En dernière analyse, ce sont les publicitaires qui devraient se frotter les mains : les investissements devraient s'élever, dans ce secteur, autour de 600 à 750 millions d'€, en progression constante et avec un potentiel de croissance de 1 à 10 puisque la Grande-Bretagne y investit déjà actuellement près de 7 milliards d'€ !

[1] Ce qui ne put se faire qu'en vertu d'une élimination systématique des amendements de l'opposition durant les 8 séances qui s'échelonnèrent entre le 30 mars et le 6 avril. Voir, http://www.assemblee-nationale.fr/1....

[2] Premier élément de cette lutte, le procès intenté par les casinotiers français (groupes Tranchant, Barrière, Joagroupe et le syndicat Casinos de France) à des « cybercasinos » étrangers agissant en France (Bwin, Sportingbet, 888, Unibet) devant la 11ème chambre du tribunal correctionnel de Paris le 8 février 2010, en accusant ces derniers de viol délibéré de la législation française encadrant la tenue de maisons de jeux de hasard par la fourniture en ligne de machines à sous, baccarat, roulette, black-jack etc… Ils viennent d'être déboutés le 14 avril, pour « absence de préjudice direct », l'affaire pourrait cependant rebondir en appel. Affaire à suivre…
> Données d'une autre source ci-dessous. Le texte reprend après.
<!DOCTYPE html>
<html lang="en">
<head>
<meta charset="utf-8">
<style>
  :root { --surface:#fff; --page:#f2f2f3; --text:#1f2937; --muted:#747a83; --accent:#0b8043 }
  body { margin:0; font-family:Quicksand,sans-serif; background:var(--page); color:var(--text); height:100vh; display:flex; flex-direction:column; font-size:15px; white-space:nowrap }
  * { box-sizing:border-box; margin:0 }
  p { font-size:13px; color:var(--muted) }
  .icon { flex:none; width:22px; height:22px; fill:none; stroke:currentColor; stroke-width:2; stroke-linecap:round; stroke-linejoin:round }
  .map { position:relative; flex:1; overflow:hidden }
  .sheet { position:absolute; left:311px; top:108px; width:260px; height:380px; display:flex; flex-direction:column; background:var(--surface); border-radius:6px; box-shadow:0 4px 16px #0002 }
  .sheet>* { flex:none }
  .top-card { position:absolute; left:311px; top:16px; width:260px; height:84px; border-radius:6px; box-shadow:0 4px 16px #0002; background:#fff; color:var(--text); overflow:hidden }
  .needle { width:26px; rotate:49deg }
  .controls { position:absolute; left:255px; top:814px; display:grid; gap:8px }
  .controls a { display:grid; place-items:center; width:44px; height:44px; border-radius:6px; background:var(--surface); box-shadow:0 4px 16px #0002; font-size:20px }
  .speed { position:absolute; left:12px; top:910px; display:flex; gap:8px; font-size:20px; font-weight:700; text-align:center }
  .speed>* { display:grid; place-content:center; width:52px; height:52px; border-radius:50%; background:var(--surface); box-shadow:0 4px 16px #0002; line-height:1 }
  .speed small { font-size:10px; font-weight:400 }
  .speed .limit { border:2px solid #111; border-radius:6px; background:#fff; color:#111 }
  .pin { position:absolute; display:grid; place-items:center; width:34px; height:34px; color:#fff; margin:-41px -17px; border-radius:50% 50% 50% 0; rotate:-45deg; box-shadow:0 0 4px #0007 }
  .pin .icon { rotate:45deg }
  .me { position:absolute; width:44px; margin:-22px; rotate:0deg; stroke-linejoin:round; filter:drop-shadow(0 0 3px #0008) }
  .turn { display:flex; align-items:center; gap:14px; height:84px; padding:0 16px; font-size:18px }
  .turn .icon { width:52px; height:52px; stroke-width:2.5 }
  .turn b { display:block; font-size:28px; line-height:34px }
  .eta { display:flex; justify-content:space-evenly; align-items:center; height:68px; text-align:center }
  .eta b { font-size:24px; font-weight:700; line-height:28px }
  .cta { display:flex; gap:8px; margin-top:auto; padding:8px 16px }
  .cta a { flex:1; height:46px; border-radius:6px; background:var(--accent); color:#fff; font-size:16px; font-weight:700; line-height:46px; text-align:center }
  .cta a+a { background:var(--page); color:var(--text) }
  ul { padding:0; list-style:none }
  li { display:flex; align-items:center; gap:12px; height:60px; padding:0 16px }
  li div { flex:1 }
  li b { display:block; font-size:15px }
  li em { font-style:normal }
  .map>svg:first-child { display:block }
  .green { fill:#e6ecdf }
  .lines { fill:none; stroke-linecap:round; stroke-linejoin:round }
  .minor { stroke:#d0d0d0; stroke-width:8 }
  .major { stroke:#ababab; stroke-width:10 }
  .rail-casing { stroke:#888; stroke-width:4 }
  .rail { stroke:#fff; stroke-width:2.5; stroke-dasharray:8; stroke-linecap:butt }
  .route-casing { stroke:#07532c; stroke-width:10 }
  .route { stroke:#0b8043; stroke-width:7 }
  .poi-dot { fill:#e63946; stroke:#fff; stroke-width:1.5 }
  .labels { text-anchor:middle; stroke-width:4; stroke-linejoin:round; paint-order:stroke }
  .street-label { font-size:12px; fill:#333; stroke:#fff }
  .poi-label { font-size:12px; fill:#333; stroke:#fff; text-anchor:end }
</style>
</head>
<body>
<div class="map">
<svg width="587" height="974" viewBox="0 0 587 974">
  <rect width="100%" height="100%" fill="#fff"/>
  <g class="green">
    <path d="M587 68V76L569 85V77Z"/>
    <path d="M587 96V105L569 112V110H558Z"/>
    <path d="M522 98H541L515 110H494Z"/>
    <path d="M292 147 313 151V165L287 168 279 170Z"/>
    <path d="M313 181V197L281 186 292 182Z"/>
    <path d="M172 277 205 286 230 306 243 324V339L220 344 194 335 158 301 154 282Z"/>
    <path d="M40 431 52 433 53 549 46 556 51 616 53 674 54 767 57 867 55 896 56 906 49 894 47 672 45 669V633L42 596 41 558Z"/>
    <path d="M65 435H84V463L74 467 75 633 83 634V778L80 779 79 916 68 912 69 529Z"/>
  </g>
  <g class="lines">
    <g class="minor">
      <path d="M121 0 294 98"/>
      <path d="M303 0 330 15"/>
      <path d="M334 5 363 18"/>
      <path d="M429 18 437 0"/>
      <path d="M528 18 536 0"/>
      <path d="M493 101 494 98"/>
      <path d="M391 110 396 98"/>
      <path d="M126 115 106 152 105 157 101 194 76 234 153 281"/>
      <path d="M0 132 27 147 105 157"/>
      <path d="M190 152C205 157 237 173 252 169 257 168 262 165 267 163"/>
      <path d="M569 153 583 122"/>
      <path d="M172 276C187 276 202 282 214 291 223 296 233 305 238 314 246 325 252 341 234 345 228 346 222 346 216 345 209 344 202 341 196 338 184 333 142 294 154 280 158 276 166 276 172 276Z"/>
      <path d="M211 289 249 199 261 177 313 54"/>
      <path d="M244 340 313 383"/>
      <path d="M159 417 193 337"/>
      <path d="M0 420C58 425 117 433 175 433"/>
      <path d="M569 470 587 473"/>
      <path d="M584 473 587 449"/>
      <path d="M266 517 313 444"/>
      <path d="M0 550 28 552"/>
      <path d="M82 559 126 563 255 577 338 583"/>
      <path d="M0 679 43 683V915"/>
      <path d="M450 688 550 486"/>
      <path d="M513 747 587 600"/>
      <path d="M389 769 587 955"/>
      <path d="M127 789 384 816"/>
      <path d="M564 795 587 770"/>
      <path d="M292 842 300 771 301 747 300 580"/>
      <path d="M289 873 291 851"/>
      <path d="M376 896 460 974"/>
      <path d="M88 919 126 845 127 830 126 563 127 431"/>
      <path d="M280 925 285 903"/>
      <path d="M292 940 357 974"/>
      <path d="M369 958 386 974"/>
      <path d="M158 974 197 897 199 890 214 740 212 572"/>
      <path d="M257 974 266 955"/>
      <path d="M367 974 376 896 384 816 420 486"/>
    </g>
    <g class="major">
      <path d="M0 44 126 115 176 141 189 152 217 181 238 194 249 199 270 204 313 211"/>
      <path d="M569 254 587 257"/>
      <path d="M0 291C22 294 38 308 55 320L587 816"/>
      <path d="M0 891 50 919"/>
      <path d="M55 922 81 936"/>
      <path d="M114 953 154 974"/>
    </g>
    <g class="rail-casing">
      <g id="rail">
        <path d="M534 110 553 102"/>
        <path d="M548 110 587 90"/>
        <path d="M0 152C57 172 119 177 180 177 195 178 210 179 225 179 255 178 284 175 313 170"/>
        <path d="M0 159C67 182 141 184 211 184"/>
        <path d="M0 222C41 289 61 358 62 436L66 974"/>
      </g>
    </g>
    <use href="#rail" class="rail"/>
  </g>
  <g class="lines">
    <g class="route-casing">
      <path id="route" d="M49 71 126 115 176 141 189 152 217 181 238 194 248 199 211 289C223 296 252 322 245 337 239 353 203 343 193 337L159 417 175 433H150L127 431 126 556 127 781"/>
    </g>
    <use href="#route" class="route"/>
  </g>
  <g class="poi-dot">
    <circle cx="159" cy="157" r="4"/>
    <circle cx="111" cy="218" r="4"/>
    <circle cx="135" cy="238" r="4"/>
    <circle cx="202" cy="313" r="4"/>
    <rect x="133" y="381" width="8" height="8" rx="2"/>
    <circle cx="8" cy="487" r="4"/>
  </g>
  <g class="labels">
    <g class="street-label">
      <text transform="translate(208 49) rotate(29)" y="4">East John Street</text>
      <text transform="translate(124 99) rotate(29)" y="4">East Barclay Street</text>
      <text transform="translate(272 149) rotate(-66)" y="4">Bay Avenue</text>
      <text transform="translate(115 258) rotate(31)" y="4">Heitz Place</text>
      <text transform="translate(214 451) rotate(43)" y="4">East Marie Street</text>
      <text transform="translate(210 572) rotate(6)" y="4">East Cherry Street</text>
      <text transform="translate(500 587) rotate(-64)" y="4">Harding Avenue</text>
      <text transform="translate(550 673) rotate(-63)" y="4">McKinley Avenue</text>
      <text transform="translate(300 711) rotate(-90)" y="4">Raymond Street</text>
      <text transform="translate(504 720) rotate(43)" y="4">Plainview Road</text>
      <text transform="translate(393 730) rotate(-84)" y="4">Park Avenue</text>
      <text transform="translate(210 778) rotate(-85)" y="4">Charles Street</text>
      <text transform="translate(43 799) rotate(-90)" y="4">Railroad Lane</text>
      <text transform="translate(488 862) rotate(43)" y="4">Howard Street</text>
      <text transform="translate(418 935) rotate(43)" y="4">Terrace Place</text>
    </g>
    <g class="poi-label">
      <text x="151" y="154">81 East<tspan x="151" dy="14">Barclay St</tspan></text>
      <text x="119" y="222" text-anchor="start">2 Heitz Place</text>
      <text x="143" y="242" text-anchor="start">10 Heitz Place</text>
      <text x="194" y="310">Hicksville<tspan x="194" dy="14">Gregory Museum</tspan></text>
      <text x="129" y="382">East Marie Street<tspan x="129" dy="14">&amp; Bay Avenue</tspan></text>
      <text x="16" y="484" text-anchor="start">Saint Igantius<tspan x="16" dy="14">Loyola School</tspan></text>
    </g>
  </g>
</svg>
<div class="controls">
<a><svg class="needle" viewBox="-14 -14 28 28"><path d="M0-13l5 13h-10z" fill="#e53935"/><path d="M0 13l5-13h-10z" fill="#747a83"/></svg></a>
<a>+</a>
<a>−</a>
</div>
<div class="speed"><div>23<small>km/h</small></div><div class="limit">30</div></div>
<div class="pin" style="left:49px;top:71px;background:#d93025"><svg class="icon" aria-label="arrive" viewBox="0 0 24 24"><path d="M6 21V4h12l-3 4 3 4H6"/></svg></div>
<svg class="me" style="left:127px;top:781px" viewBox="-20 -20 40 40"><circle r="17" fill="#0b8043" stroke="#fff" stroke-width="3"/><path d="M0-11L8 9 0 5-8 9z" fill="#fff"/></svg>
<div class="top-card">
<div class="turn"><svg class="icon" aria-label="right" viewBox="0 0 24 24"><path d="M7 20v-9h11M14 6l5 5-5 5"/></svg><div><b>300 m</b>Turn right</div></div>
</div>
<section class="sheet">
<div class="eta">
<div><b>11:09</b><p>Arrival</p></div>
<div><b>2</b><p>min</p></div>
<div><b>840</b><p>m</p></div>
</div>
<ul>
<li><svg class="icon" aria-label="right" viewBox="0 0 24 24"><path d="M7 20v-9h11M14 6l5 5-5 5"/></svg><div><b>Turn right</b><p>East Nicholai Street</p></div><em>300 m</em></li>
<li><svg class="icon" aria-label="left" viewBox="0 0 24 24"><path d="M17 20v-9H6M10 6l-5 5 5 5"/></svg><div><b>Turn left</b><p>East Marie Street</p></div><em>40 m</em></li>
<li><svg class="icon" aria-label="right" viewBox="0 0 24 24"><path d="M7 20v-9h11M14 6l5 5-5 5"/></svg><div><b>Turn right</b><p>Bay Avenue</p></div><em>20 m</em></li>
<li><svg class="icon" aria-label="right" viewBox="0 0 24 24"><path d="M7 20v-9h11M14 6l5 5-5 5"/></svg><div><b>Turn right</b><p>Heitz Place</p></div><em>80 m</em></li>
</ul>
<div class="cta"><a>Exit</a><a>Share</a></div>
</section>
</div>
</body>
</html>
[3] La terminologie exacte depuis l'arrêt CJCE 10 mars 2009 Hartlauer, étant que la législation en cause « réponde véritablement au souci de l'atteindre (l'objectif invoqué) de manière cohérente et systématique. »

[4] En vertu de l'arrêt CJCE Lindeman du 13 novembre 2003 : « la diminution des recettes fiscales ne constitue pas une raison impérieuse d'intérêt général justifiant une restriction à la libre prestation de service ». Cette analyse doit s'interpréter en combinaison avec la nouvelle jurisprudence Santa Casa. Si la préservation des ressources publiques se traduisant par le maintien d'un monopole ne peut constituer une raison d'intérêt général suffisante, une telle raison est au contraire constituée lorsque (arrêt Santa Casa du 8 septembre 2009) : « l'organisation et le fonctionnement [du monopole] sont régis par des considérations et des exigences visant à la poursuite d'objectifs d'intérêt public » (point 66) faisant ainsi référence notamment (points 15 et 16) au financement de missions spécifiques « dans les domaines relatifs à la protection de la famille, de la maternité et de l'enfance, à l'aide aux mineurs sans protection et en danger, à l'aide aux personnes âgées, aux situations sociales graves de carence ainsi qu'aux prestations de soins de santé primaires et spécialisées (…) et d'autres institutions d'utilité publique ou relevant des domaines de l'action sociale. » (pompiers volontaires, établissements de prévention et de rééducation de personnes handicapées et le fonds de développement culturel).

[5] En faveur du CNDS : 1,8% des mises sur les activités de loteries et de grattage plafonnées à 163 millions d'€ auxquelles va s'ajouter un prélèvement sur les paris sportifs non plafonné qui évoluera entre 1,3% en 2010 et 1,8% des mises en 2012, 10 millions d'€ prélevés sur les activités de poker afin de renforcer le financement du CMN (le Centre des monuments nationaux) et 5 millions d'€ afin de développer les soins aux joueurs pathologiques.

[6] En excluant par principe le « soutien » à la filière hippique qui est en réalité la rémunération de la filière, c'est-à-dire 736,4 millions d'€ en 2008 soit 8% des mises.

[7] Sachant par ailleurs que la lutte contre l'addiction fait intervenir les opérateurs en ordre dispersé. Ainsi Svenska Spel la loterie suédoise dispose d'un système de régulation des addictions aux jeux parmi les meilleurs du monde, mais aurait décidé de ne le diffuser qu'à ses homologues monopolistiques par l'intermédiaire de l'Association européenne des loteries. Voir « Responsible Gambling Policies Vindicated, Says Svenska Spel, 11 juillet 2009, GamblingCompliance Ltd. Par James Kilsby.

[8] Comme Betclic et Everest Poker rachetés par Mangas Gaming la société de Stéphane Courbit qui veut offrir une palette d'offre de paris et de jeu de table complète.